Functional training emerged primarily from the sports conditioning and rehabilitation world. By definition, functional training refers to a well-rounded program integrating exercises which contribute to better, more efficient and safer performance of real world activities or sports movements.

For example, functional training would help the average person develop strength that carries over into daily activities such as pulling open a heavy door, hiking up a rocky trail, starting a lawnmower, carrying a child, unloading heavy packages from the trunk of a car, or reaching up and pulling down a bulky box from an overhead shelf.

If you’re an athlete, functional training will help improve your performance: You will improve your swing, throw further, run faster or increase your vertical jump. Because functional training helps link your entire body together so it performs optimally as a cohesive unit, you’ll also decrease your chances of getting injured.

The terms “core training” and “functional training” are often used interchangeably, although core training is just one modality of functional training.

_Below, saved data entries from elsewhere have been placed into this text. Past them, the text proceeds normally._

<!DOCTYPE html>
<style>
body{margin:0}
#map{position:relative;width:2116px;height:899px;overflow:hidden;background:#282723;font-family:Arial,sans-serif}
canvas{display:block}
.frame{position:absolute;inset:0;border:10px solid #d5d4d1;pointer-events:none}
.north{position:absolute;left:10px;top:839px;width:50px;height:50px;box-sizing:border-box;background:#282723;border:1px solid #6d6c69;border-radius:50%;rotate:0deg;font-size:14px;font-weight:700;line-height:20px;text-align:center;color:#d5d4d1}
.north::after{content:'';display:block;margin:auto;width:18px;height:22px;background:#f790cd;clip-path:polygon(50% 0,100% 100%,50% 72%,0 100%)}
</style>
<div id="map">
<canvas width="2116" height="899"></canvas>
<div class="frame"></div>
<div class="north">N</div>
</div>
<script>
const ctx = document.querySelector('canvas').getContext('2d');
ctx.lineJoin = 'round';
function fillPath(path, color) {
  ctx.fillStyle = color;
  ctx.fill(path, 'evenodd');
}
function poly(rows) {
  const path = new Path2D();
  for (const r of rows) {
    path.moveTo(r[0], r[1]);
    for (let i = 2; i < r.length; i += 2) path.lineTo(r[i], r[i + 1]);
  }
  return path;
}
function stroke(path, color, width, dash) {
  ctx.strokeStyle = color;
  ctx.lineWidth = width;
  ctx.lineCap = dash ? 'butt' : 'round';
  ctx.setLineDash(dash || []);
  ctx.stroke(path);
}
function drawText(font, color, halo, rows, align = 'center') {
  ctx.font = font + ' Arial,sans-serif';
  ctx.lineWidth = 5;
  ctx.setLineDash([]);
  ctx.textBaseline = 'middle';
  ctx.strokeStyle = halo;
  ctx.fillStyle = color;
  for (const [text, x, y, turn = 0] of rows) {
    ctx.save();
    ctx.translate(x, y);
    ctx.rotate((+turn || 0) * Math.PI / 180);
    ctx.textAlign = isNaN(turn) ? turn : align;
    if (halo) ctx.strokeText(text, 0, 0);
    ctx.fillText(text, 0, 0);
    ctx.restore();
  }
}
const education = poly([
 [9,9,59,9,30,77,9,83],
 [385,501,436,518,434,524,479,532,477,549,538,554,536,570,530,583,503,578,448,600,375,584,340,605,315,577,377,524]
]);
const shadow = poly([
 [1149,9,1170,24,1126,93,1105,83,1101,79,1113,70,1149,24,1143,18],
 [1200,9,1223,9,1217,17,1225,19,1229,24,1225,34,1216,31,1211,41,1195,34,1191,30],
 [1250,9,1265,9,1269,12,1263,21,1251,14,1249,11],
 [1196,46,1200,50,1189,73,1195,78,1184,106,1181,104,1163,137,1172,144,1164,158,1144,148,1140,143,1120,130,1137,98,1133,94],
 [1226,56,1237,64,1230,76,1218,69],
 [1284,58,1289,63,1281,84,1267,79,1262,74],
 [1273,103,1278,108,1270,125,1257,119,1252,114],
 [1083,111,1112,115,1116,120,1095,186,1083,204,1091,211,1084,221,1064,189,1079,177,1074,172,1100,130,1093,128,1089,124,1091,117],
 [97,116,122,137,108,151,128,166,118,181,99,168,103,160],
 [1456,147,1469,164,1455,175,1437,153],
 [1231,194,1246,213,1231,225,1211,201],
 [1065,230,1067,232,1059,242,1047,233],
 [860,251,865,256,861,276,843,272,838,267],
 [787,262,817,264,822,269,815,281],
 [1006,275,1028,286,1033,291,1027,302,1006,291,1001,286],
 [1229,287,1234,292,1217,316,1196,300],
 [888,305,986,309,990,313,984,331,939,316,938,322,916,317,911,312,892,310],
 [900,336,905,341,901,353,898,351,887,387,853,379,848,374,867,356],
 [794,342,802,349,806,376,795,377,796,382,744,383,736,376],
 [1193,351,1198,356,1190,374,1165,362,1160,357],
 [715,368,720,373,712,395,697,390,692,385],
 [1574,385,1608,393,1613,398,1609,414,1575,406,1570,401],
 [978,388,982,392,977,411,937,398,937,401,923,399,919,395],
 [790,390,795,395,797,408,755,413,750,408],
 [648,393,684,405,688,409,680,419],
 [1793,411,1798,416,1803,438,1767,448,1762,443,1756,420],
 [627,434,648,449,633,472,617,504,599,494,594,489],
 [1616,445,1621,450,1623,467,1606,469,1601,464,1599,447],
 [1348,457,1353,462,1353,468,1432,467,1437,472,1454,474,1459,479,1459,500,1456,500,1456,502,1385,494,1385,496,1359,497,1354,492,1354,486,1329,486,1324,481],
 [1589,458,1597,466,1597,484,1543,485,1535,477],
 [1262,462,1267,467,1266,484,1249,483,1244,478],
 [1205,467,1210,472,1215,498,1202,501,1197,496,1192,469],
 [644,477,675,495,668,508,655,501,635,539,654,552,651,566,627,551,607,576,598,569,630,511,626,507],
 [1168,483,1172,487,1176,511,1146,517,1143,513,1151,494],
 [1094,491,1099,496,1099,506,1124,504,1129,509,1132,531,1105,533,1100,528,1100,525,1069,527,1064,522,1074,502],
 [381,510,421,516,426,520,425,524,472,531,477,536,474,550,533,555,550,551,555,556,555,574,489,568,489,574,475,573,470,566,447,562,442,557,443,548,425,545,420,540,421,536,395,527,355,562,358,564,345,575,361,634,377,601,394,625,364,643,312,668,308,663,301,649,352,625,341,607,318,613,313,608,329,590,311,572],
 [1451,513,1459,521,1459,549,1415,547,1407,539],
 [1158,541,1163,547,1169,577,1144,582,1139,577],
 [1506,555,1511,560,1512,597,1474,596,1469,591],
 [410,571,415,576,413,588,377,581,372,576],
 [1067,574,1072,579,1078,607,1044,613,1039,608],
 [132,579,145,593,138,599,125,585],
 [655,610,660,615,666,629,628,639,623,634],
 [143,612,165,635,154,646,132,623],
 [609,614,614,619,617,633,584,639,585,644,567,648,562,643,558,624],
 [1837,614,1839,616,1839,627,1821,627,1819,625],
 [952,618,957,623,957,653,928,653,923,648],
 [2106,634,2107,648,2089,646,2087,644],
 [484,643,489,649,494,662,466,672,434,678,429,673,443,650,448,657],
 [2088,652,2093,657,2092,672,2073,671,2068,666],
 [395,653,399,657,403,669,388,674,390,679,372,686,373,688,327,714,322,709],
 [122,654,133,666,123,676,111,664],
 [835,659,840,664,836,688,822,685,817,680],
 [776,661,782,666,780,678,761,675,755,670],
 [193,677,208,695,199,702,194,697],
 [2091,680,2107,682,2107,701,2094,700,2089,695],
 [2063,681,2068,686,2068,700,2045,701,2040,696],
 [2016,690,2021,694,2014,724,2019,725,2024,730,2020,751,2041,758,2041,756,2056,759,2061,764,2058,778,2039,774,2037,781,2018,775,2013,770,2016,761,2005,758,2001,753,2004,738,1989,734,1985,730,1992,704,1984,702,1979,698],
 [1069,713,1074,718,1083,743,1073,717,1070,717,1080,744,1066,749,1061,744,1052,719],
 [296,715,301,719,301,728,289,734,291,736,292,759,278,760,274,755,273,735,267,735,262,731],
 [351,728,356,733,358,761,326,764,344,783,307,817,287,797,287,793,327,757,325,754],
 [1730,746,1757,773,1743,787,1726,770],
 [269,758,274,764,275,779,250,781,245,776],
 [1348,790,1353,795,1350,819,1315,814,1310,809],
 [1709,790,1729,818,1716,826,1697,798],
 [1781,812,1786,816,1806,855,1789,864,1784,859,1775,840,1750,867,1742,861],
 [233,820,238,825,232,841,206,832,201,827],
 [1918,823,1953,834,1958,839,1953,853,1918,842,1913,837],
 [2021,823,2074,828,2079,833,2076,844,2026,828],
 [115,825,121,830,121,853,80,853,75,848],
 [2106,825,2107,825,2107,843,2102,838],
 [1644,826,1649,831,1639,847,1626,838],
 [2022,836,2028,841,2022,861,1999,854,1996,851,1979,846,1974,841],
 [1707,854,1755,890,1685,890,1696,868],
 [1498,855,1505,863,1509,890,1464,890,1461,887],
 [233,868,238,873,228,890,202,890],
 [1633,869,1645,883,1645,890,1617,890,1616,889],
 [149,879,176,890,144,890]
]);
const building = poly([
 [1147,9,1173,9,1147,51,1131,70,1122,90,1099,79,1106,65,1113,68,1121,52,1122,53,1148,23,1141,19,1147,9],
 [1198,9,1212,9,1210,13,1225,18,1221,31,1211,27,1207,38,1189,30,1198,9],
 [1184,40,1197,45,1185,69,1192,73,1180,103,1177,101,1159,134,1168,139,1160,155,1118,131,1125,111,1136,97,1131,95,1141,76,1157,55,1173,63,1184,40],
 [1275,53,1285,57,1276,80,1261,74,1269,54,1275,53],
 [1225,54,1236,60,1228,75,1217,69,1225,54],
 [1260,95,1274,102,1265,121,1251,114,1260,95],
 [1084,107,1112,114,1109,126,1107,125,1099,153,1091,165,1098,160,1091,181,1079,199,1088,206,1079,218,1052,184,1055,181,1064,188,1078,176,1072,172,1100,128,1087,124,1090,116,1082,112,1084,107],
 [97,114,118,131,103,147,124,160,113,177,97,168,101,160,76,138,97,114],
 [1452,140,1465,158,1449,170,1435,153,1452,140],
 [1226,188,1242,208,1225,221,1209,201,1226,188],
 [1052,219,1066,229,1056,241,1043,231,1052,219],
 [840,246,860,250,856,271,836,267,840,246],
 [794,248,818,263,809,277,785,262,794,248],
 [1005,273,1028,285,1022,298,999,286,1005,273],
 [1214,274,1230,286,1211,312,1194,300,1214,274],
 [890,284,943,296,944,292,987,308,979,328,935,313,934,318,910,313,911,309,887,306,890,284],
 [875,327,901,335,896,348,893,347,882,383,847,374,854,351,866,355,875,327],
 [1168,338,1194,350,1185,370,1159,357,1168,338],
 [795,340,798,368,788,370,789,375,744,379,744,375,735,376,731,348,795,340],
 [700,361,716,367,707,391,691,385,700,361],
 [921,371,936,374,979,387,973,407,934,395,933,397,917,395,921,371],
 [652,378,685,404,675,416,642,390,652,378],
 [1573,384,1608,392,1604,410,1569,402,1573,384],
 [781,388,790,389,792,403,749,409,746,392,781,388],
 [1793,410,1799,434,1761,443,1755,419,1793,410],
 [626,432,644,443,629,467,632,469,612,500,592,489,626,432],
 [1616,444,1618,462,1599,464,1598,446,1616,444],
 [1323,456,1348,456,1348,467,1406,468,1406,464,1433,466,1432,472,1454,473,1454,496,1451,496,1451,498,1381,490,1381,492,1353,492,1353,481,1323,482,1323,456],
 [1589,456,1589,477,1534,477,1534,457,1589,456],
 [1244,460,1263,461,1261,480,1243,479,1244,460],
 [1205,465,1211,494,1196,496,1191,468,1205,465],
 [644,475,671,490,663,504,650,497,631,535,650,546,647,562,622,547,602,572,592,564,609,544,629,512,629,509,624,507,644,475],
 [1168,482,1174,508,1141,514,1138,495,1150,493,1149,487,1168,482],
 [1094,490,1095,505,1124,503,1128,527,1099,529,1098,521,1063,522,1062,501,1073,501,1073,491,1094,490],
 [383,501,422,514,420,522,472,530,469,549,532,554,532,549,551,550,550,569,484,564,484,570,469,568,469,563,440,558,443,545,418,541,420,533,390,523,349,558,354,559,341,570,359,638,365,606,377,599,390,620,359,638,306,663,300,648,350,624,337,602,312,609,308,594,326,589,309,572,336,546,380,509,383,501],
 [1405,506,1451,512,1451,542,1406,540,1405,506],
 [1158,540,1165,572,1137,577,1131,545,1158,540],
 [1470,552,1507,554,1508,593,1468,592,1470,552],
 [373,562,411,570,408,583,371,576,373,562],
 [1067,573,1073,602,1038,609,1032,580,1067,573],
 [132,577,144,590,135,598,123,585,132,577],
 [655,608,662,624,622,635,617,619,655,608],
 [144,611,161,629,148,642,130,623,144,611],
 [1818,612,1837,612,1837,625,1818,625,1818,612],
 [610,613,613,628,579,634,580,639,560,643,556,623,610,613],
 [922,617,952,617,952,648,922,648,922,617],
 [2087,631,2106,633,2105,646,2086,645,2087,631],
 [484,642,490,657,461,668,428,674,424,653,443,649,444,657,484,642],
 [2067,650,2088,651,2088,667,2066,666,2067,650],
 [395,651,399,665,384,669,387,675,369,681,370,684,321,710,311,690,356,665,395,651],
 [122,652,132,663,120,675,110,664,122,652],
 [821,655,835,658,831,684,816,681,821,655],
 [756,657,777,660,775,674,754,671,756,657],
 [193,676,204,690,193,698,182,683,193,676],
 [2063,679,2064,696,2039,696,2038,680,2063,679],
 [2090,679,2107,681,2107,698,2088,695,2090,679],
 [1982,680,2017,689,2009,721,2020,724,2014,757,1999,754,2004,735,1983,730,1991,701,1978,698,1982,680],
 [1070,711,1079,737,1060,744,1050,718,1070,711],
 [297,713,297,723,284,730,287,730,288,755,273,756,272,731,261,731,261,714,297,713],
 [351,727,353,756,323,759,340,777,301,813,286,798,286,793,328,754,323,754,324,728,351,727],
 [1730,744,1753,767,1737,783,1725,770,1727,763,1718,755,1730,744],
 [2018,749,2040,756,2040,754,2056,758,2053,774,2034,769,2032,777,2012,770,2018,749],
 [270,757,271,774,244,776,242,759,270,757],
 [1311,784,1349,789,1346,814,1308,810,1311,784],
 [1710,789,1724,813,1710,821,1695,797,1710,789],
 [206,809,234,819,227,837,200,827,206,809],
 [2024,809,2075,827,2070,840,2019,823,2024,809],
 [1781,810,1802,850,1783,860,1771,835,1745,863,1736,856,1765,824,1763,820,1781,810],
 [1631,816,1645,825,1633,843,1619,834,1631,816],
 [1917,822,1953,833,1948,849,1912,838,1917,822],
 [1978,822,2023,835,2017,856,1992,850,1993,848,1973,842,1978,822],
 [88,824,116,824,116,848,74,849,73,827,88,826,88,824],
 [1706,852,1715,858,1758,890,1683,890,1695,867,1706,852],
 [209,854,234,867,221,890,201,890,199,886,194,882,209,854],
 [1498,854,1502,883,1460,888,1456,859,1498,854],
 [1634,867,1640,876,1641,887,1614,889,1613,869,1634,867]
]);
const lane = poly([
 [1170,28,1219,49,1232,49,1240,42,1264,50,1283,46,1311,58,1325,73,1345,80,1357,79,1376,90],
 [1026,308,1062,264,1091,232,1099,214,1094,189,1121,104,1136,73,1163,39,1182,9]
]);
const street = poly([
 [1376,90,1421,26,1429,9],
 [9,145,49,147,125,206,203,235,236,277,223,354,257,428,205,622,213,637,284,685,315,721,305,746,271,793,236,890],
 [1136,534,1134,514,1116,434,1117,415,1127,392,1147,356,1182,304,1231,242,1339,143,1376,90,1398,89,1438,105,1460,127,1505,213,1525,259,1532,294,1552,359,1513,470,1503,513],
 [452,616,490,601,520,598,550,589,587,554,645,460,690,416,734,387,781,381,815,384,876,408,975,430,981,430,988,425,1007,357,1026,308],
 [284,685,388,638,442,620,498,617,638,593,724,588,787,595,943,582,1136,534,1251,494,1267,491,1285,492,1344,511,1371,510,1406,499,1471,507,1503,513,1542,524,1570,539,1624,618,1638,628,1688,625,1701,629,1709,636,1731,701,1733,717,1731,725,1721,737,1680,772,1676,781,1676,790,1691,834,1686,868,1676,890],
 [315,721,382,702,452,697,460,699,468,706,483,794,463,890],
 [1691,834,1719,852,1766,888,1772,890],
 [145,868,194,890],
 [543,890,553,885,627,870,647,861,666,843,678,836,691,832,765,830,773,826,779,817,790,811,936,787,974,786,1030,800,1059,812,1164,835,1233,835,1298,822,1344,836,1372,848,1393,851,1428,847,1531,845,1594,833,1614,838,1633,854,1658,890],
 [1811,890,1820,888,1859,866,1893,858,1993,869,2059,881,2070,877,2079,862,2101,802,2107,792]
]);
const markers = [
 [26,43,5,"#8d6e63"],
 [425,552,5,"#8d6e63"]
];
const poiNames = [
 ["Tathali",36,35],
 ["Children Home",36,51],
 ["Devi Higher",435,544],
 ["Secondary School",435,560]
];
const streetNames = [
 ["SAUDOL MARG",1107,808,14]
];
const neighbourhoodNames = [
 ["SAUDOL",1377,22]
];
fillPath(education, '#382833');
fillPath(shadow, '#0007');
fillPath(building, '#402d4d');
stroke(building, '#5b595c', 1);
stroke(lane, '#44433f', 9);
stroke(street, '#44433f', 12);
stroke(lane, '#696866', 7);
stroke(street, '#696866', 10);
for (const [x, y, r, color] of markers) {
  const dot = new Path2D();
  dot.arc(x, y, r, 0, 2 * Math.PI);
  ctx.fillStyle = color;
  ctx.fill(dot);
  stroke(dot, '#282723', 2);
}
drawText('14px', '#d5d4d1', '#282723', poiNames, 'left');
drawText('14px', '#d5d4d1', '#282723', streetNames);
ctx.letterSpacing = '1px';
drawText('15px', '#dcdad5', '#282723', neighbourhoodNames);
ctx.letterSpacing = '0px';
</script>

Core training means doing exercises that activate the “core” muscles of the torso, neck, pelvis, lower back and abdominal area.

Basically, your core is everything except your arms and legs. Core training doesn’t just work the muscles you can see – it also works the deep muscles like the quadratus lumborum and transversus abdominus which are important in strengthening and stabilizing the lower back and torso.

The most common example of a core-training apparatus is the “stability ball,” which is used for full range abdominal work, resistance training and numerous other exercises to develop balance, stability, coordination and core strength.